Principals of Haiku

Principals of Haiku
Most of us have heard of Haiku. Many of us have tried our hand at writing it. I remember a lesson in second grade in which we had to come up with our own Haiku by counting the syllables in the words. As a teacher I can see now that this was a clever way to integrate poetry, mathematics, language, and creativity. While Haiku is taught early on for its rhythmical qualities, it takes years to truly understand and appreciate the methods behind this traditional form of Japanese Poetry.

A traditional Japanese Haiku (or the earlier Hokku) is written with a series of two realistic statements and a symbolic statement. The statements are fragments of sentences without conjunctions or traditional grammatical form.
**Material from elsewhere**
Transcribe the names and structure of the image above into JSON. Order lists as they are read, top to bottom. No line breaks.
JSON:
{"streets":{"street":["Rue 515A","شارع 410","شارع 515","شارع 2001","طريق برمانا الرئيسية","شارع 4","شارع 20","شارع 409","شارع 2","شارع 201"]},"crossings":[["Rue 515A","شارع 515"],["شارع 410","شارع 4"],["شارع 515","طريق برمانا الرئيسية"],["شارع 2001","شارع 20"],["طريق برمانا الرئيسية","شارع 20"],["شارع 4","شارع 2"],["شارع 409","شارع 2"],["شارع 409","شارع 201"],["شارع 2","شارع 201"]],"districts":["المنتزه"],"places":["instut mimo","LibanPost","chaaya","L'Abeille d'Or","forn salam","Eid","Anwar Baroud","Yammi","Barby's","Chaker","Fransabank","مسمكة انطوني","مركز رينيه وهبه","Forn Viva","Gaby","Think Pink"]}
The statements are then pulled together in such a way that the reader must pause and think about the implied meaning and they must fill in the gaps themselves. The relationship of the words may take the form of a riddle or they may be a simple realistic view of nature. Knowing the relationship between the lines is the key to both reading and writing Haiku.
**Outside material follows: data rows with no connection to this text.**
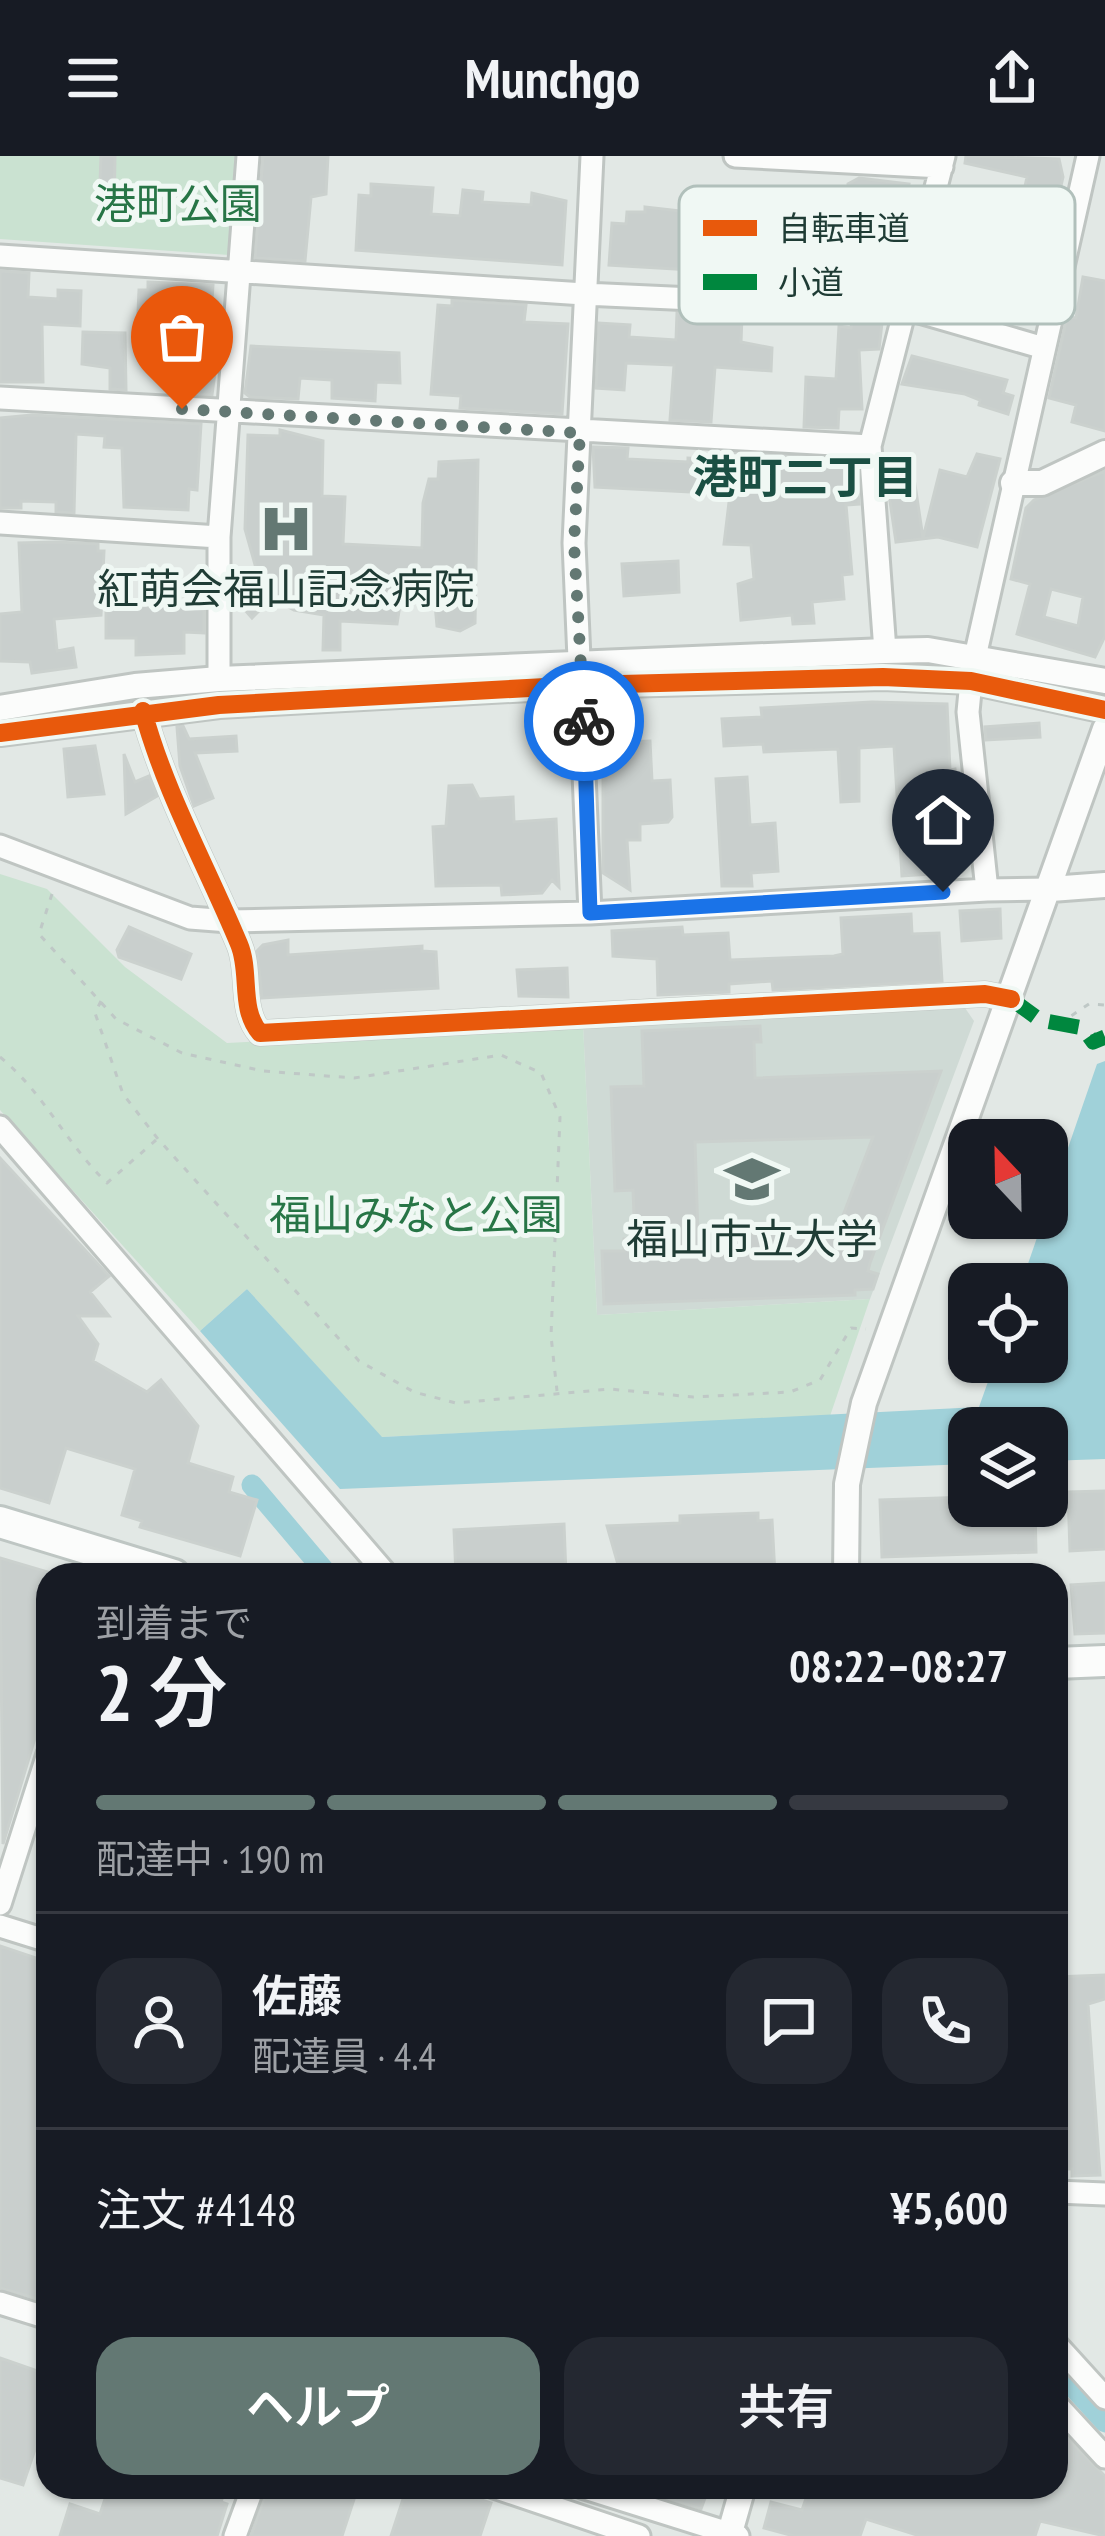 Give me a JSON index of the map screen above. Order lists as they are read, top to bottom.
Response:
{
  "districts": ["港町二丁目"],
  "parks": ["港町公園", "福山みなと公園"],
  "places": {
    "hospital": ["紅萌会福山記念病院"],
    "school or university": ["福山市立大学"]
  },
  "legend": ["自転車道", "小道"],
  "north": "top",
  "page": {
    "header": "Munchgo",
    "heading": ["2 分", "到着まで", "08:22–08:27"],
    "panel": [
      "佐藤",
      "配達員 · 4.4",
      "注文 #4148",
      "¥5,600"
    ],
    "bar": "配達中 · 190 m",
    "buttons": ["ヘルプ", "共有"]
  }
}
Here are just a few of the examples of how to “read between the lines” of this traditional Japanese poetry:

Shiki Masaoka (1867-1902)believed that realism was an important part of any art form. His Haiku tends to be straight forward.

for love and for hate
I swat a fly and offer it
to an ant

Narrowing of Focus
Yosi Buson (1716-1784) often created a word relationship by starting with the whole , breaking into a smaller part, and then ending with a single unit.

a bright autumn moon
in the shadow of each grass
an insect chirping

This relationship is formed by drawing a comparison between two seemingly unlike concepts. The first two lines create a visual picture, while the last line is what the picture symbolizes.

a steamy lake
dissipating into the night
a thanksgiving turkey

Contrasting images
This relationship typically involves the use of opposing sensory descriptors such as hard vs. soft, wet vs. dry, loud vs. quiet.

A heavy sigh
Whispered in the field
Dandelions float

Just as it states, this form of Haiku creates a riddle with the first two lines to draw the reader in. The riddle creates an unusual visual portrait and then surprises the reader with the simplicity of the answer.

Weaving fingers
Pulling me into the depth
Sea weed

This is truly not a comprehensive list but a foundation to build on your understanding and appreciation of the traditional Haiku art form. Why not sit back and create some of your own Haiku following these beginning foundations?